§ TASK ITEM: Every line containing "function" should be identified and copied from the data below.

━━━━

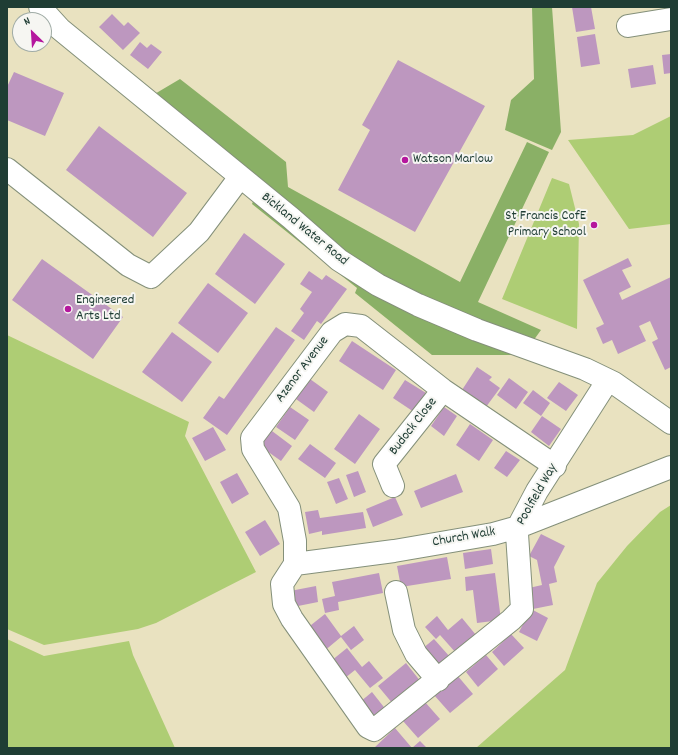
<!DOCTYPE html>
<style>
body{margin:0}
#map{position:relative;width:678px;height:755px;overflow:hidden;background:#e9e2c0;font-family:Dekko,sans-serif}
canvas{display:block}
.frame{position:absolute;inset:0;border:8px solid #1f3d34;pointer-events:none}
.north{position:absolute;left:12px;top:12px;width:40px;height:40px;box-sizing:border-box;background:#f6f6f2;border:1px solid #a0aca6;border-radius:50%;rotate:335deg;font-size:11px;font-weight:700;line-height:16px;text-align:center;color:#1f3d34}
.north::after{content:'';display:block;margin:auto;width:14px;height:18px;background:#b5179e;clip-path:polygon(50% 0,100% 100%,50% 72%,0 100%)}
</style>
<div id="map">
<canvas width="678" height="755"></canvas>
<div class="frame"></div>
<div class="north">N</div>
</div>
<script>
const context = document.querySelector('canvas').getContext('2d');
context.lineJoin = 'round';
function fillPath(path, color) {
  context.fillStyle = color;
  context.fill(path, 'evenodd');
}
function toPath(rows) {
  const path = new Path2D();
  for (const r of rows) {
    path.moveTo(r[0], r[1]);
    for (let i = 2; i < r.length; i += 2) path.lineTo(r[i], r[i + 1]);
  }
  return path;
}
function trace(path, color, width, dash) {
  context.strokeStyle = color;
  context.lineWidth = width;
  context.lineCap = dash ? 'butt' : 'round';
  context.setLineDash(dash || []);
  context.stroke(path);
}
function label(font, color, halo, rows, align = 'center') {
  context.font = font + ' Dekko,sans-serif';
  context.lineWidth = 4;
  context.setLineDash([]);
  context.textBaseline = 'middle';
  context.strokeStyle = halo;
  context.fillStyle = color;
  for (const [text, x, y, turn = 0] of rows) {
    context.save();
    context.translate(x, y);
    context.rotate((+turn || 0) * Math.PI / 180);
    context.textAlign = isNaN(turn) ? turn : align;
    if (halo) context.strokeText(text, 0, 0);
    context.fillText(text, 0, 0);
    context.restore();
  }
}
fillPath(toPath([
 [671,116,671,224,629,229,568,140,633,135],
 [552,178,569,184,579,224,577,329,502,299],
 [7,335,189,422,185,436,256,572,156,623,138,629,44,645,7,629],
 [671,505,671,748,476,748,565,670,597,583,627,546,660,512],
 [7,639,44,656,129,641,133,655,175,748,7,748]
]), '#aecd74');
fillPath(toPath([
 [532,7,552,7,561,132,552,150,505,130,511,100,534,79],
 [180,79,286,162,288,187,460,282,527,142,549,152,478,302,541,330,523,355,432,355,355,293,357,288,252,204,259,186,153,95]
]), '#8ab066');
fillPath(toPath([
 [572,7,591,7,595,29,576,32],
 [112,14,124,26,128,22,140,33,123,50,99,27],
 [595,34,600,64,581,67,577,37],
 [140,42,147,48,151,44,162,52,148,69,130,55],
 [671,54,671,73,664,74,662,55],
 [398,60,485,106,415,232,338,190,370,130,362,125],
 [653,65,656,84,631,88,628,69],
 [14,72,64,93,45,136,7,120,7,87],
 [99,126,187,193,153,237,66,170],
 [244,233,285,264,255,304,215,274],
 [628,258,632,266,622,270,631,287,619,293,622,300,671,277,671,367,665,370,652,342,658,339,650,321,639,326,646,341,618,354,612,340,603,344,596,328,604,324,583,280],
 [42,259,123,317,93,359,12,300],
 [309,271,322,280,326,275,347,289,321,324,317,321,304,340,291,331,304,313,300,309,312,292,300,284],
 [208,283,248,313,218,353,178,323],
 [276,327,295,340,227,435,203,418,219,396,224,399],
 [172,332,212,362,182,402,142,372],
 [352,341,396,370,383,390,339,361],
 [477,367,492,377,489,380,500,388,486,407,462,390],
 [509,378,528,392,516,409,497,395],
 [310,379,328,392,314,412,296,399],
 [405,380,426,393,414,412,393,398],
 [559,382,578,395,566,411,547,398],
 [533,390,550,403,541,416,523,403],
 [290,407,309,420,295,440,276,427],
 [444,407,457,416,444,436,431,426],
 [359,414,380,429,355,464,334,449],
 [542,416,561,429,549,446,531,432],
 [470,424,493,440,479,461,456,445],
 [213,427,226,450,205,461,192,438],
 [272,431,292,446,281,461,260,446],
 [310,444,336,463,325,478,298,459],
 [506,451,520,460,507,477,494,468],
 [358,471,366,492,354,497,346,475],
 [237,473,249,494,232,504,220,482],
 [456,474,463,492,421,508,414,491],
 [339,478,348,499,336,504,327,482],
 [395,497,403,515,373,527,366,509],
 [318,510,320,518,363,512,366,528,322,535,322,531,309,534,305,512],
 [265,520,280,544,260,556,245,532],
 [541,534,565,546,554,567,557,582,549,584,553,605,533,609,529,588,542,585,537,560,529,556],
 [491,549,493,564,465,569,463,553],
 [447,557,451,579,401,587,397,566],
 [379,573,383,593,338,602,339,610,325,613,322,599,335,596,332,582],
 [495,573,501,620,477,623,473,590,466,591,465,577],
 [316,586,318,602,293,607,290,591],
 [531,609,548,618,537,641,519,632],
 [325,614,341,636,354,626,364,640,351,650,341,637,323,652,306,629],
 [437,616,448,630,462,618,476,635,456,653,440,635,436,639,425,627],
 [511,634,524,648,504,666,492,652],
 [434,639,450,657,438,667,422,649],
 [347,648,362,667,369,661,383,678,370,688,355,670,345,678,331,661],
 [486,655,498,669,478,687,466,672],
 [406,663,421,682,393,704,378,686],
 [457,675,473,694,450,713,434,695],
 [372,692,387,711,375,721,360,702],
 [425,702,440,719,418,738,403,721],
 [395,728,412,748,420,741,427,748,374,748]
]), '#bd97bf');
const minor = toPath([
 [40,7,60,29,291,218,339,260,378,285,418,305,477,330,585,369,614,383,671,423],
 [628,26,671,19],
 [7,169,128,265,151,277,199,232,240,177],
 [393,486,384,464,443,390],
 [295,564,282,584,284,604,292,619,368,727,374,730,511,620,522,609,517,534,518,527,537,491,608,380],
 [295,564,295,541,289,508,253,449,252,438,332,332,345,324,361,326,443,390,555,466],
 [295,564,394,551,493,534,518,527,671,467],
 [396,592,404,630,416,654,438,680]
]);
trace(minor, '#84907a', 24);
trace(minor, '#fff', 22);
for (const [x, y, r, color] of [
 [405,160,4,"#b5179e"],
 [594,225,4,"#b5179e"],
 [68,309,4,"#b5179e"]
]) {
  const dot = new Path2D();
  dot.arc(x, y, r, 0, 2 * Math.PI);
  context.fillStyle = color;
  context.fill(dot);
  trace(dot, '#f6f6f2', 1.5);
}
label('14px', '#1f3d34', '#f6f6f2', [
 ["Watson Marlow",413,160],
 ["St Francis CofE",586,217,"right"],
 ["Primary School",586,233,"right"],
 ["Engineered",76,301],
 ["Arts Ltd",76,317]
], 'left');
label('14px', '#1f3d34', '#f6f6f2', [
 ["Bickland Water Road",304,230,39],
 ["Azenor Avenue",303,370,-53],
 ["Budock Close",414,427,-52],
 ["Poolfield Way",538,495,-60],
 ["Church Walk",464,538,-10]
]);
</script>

━━━━

§ EXERCISE RESPONSE:
function fillPath(path, color) {
function toPath(rows) {
function trace(path, color, width, dash) {
function label(font, color, halo, rows, align = 'center') {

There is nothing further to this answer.